DailyDialog (Multi-turn Dialog)
kaggle.com
Updated Nov 29, 2022
Share
Facebook
Twitter
Email
Click to copy link
Link copied
Cite
The Devastator (2022). DailyDialog (Multi-turn Dialog) [Dataset]. https://www.kaggle.com/datasets/thedevastator/dailydialog-unlock-the-conversation-potential-in
Explore at:
CroissantCroissant is a format for machine-learning datasets. Learn more about this at mlcommons.org/croissant.
Dataset updated
Nov 29, 2022
Dataset provided by
Kagglehttp://kaggle.com/
Authors
The Devastator
License
https://creativecommons.org/publicdomain/zero/1.0/https://creativecommons.org/publicdomain/zero/1.0/
Description
DailyDialog (Multi-turn Dialog)

Dialogues that reflect our daily communication way and cover various topics

By Huggingface Hub [source]

About this dataset

Welcome to the DailyDialog dataset, your gateway to unlocking conversation potential through multi-turn dialog experiences! Our dataset consists of conversations written by humans, which serve as a more accurate reflection of our day-to-day conversations than other datasets. Additionally, we have included manually labeled communication intentions and emotion fields in our data that can be used for advancing dialog systems.
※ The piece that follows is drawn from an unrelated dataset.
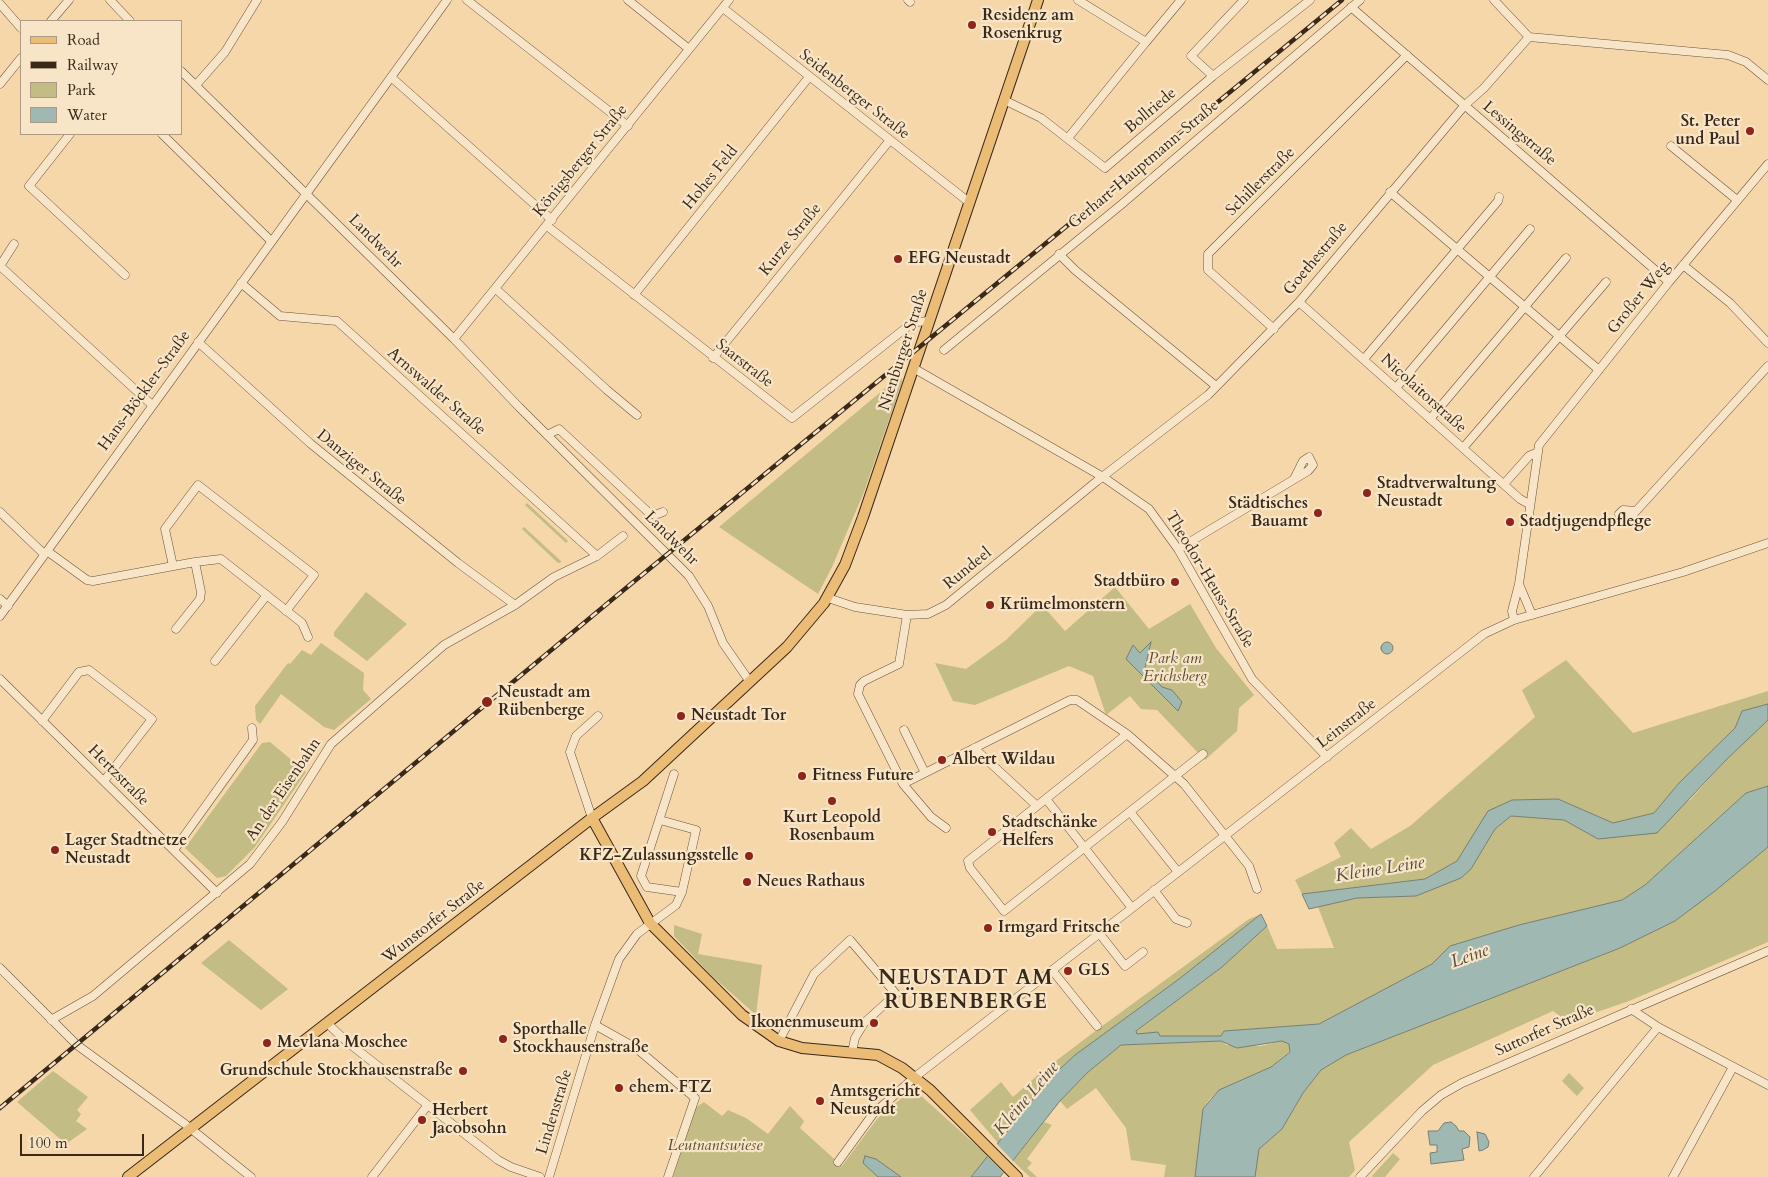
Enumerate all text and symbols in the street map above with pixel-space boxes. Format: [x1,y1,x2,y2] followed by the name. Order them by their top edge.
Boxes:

Whether you’re a researcher looking for new approaches in dialog systems or someone simply curious about conversation dynamics from the perspective of computer science – this dataset is here to help! We invite you to explore and make use of this data for its full potential and advance the research field further.

Our three main files (train.csv, validation.csv, test.csv) each provide key columns such as dialogue , act , and emotion , enabling you to get an even deeper understanding into how effective conversations really work -- so what are you waiting for? Unlock your conversation potential today with DailyDialog!

More Datasets

For more datasets, click here.

Featured Notebooks

🚨 Your notebook can be here! 🚨!

How to use the dataset

Welcome and thank you for your interest in the DailyDialog dataset! This dataset is designed to unlock conversation potential through multi-turn dialog experiences and provide a better understanding of conversations in our day-to-day lives. Whether you are a student, researcher, or just plain curious, this guide is here to help you get started with using the DailyDialog dataset for your own research or exploration.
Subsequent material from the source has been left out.